* _Assignment_
Give every line of the data again, unchanged, but with no pictures.

* _Source data_
++++++++

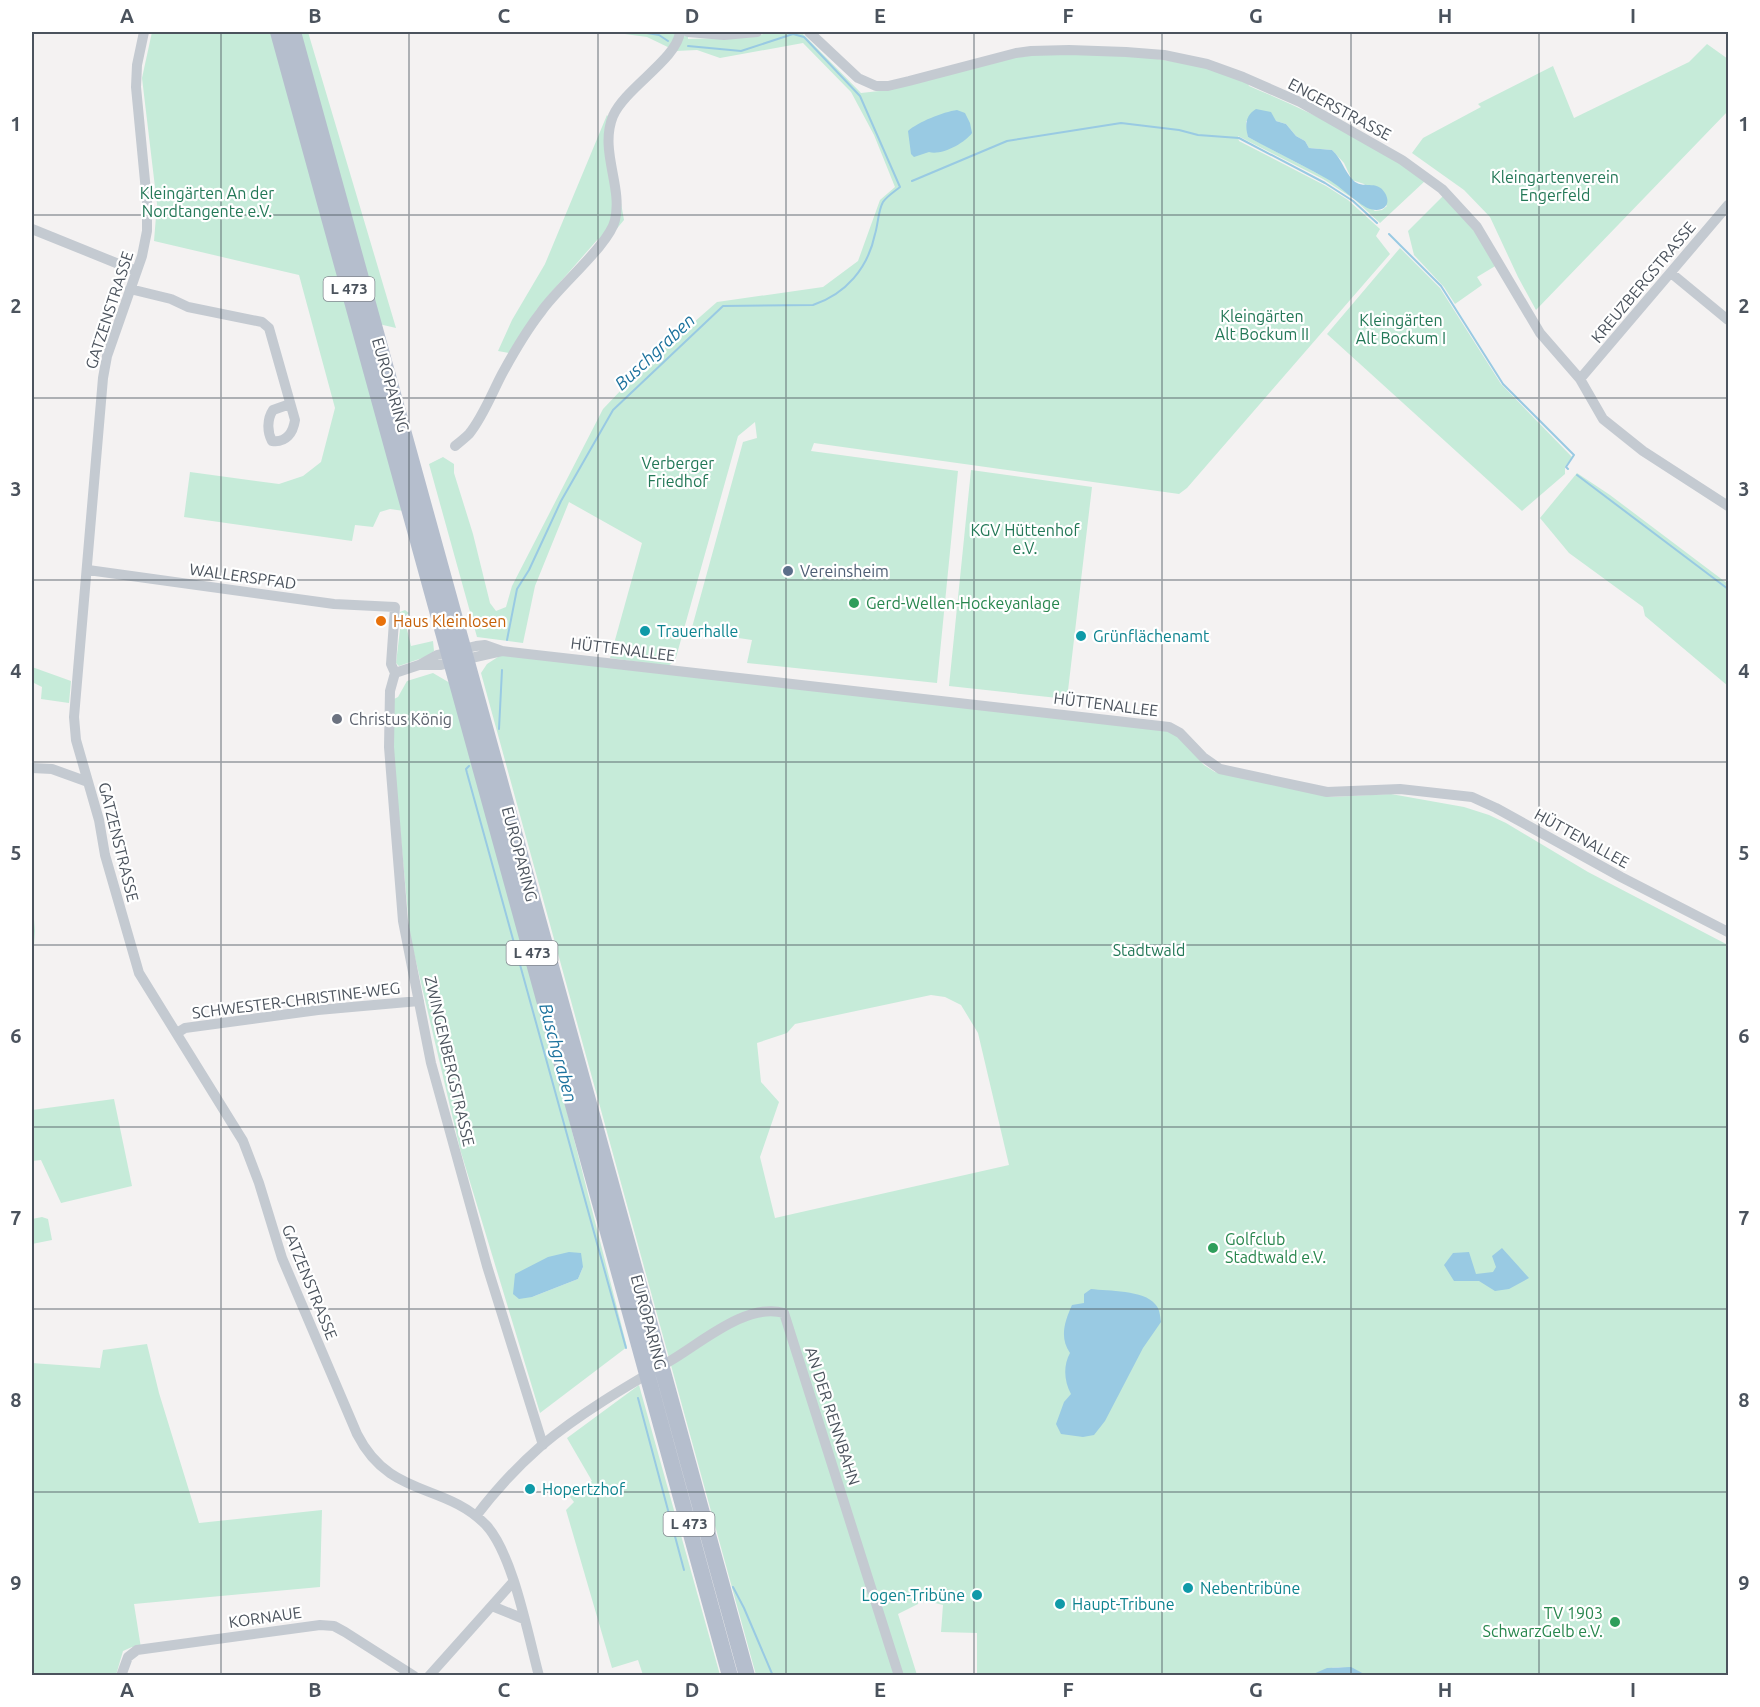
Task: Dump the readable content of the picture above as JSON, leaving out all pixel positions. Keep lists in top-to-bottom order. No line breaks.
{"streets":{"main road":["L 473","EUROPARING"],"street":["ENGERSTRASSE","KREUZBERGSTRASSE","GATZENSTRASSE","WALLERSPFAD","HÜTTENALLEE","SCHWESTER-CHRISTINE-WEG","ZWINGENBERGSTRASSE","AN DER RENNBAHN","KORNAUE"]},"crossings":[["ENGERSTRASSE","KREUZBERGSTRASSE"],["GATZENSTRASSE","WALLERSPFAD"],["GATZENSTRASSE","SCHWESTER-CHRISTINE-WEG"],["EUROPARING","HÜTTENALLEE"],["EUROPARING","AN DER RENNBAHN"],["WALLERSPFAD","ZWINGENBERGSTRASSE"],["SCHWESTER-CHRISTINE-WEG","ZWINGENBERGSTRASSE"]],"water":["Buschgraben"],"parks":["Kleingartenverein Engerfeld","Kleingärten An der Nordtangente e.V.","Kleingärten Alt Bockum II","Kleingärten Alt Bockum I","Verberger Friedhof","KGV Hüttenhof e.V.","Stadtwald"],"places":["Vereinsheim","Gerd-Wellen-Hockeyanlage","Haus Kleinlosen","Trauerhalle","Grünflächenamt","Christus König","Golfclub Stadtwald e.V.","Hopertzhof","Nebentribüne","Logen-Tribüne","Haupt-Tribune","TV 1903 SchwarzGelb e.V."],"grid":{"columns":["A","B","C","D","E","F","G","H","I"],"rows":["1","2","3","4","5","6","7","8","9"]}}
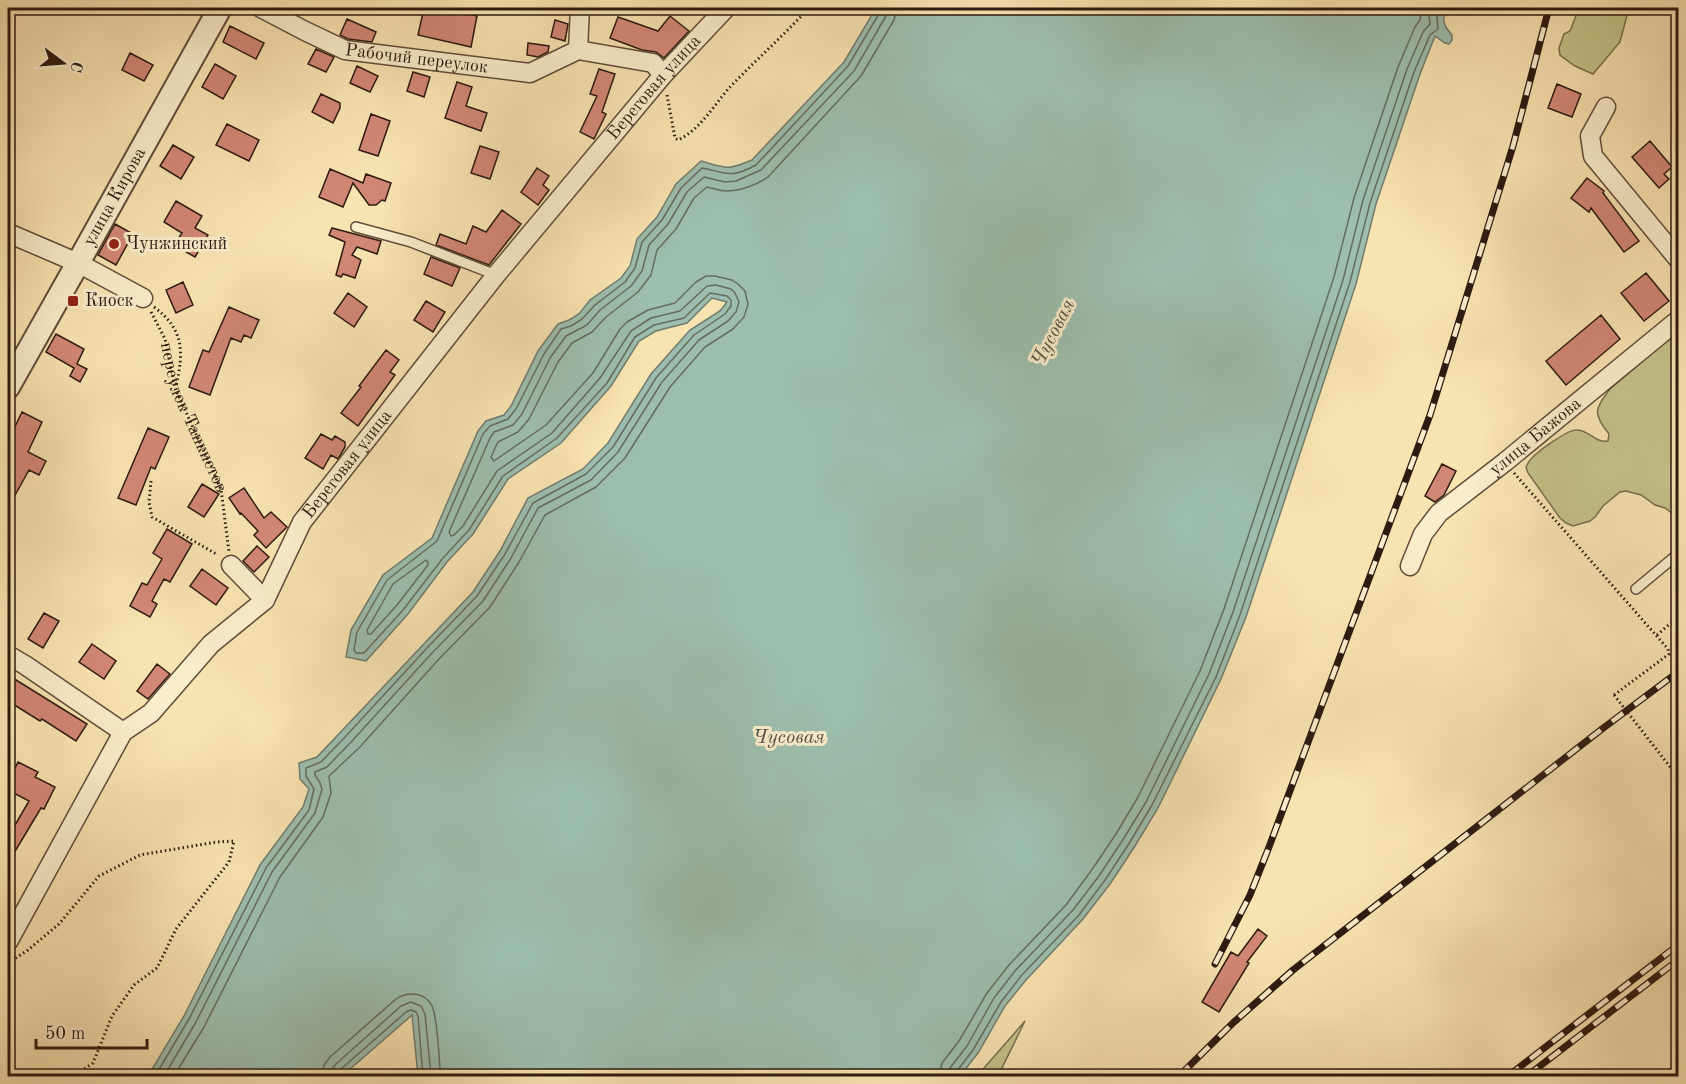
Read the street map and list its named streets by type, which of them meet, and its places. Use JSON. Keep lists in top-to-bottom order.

++++++++

* _Answer to this task_
Task: Dump the readable content of the picture above as JSON, leaving out all pixel positions. Keep lists in top-to-bottom order. No line breaks.
{"streets":{"main road":["L 473","EUROPARING"],"street":["ENGERSTRASSE","KREUZBERGSTRASSE","GATZENSTRASSE","WALLERSPFAD","HÜTTENALLEE","SCHWESTER-CHRISTINE-WEG","ZWINGENBERGSTRASSE","AN DER RENNBAHN","KORNAUE"]},"crossings":[["ENGERSTRASSE","KREUZBERGSTRASSE"],["GATZENSTRASSE","WALLERSPFAD"],["GATZENSTRASSE","SCHWESTER-CHRISTINE-WEG"],["EUROPARING","HÜTTENALLEE"],["EUROPARING","AN DER RENNBAHN"],["WALLERSPFAD","ZWINGENBERGSTRASSE"],["SCHWESTER-CHRISTINE-WEG","ZWINGENBERGSTRASSE"]],"water":["Buschgraben"],"parks":["Kleingartenverein Engerfeld","Kleingärten An der Nordtangente e.V.","Kleingärten Alt Bockum II","Kleingärten Alt Bockum I","Verberger Friedhof","KGV Hüttenhof e.V.","Stadtwald"],"places":["Vereinsheim","Gerd-Wellen-Hockeyanlage","Haus Kleinlosen","Trauerhalle","Grünflächenamt","Christus König","Golfclub Stadtwald e.V.","Hopertzhof","Nebentribüne","Logen-Tribüne","Haupt-Tribune","TV 1903 SchwarzGelb e.V."],"grid":{"columns":["A","B","C","D","E","F","G","H","I"],"rows":["1","2","3","4","5","6","7","8","9"]}}
Read the street map and list its named streets by type, which of them meet, and its places. Use JSON. Keep lists in top-to-bottom order.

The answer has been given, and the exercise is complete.